Example of path connected metric space whose hyperspace with Vietoris topology is not path connected? I believe the space must be compact and connected in order to guarantee its hyperspace with the Vietoris topology is path connected, but I cannot come up with or find any counterexamples.
 A: This paper starts with some useful references. Borsuk and Mazurkiewicz already showed in 1931 that if $X$ is a compact and connected metric space, $H(X)$, the hyperspace of all non-empty closed (or equivalently, compact) in the Vietoris (or Hausdorff-metric, if you prefer) topology is path-connected (and still compact connected and metrisable of course). The same holds for the hyperspace of subcontinua $C(X)$, as well. Of course if $H(X)$ is path-connected, it is connected and then $X$ is connected as well, so connectedness of $X$ is necessary. If $X$ is not compact, $H(X)$ would not be metrisable (not even normal). 

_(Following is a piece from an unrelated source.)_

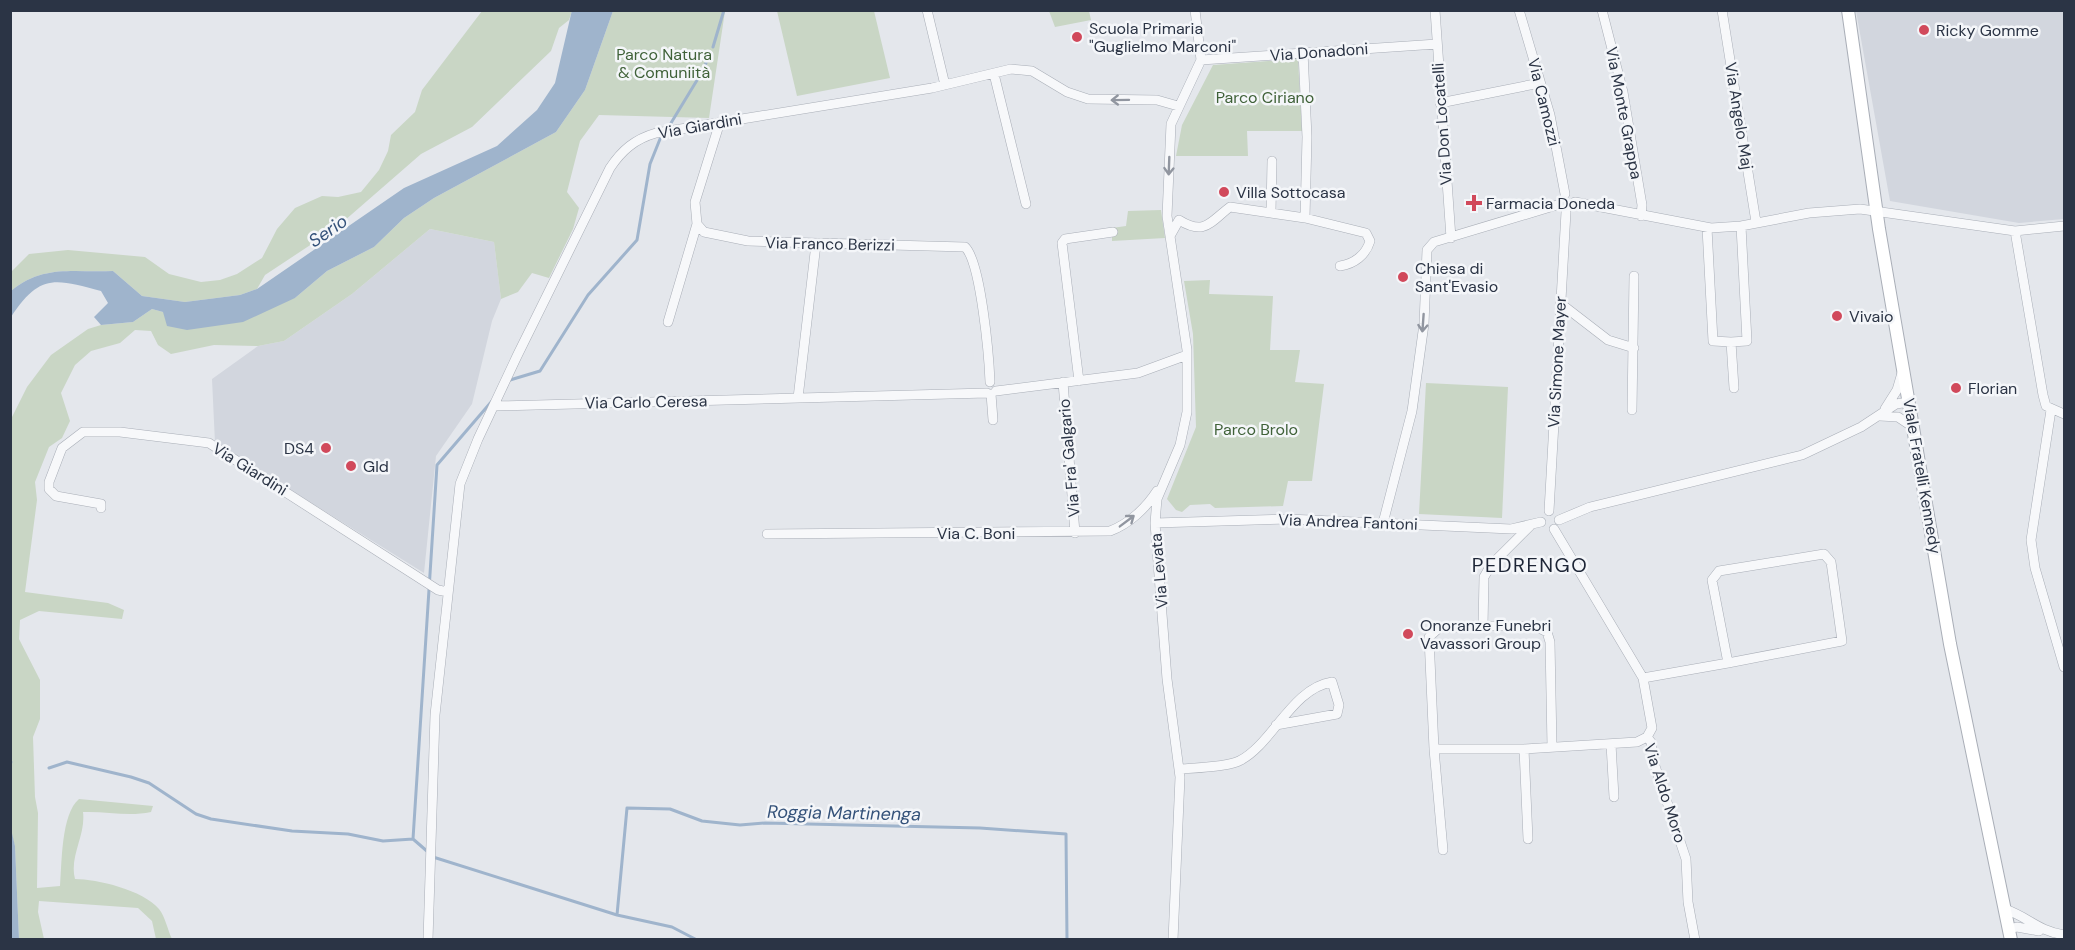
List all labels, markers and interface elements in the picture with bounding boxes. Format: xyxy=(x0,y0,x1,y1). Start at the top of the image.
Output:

So to find a path-connected metric $X$ with non-path-connected $H(X)$, we need a non-compact $X$. Then the question becomes: do we look at $H(X)$, the closed sets, or $K(X)$, the subspace of compact non-empty sets of $X$. The latter space is metrisable (using the Hausdorff metric which induces the same topology on this set as its subspace topology from the Vietoris topology), the former is not. 
The paper I linked to, answers precisely these questions in theorems 3.1 and 3.3:
For metrisable $X$, the hyperspace $K(X)$ of compacta in the Vietoris topology is path-connected iff each compact subset of $X$ is contained in a continuum (compact connected subset). Example 3.2 provides an example of a path-connected subset of the plane that fails this property.
Also, $H(X)$ (the closed subsets) is path-connected iff $X$ is continuum-wise connected (any two points $x \neq y$ lie in a subcontinuum of $X$), so there a path-connected $X$ will have a path-connected $H(X)$.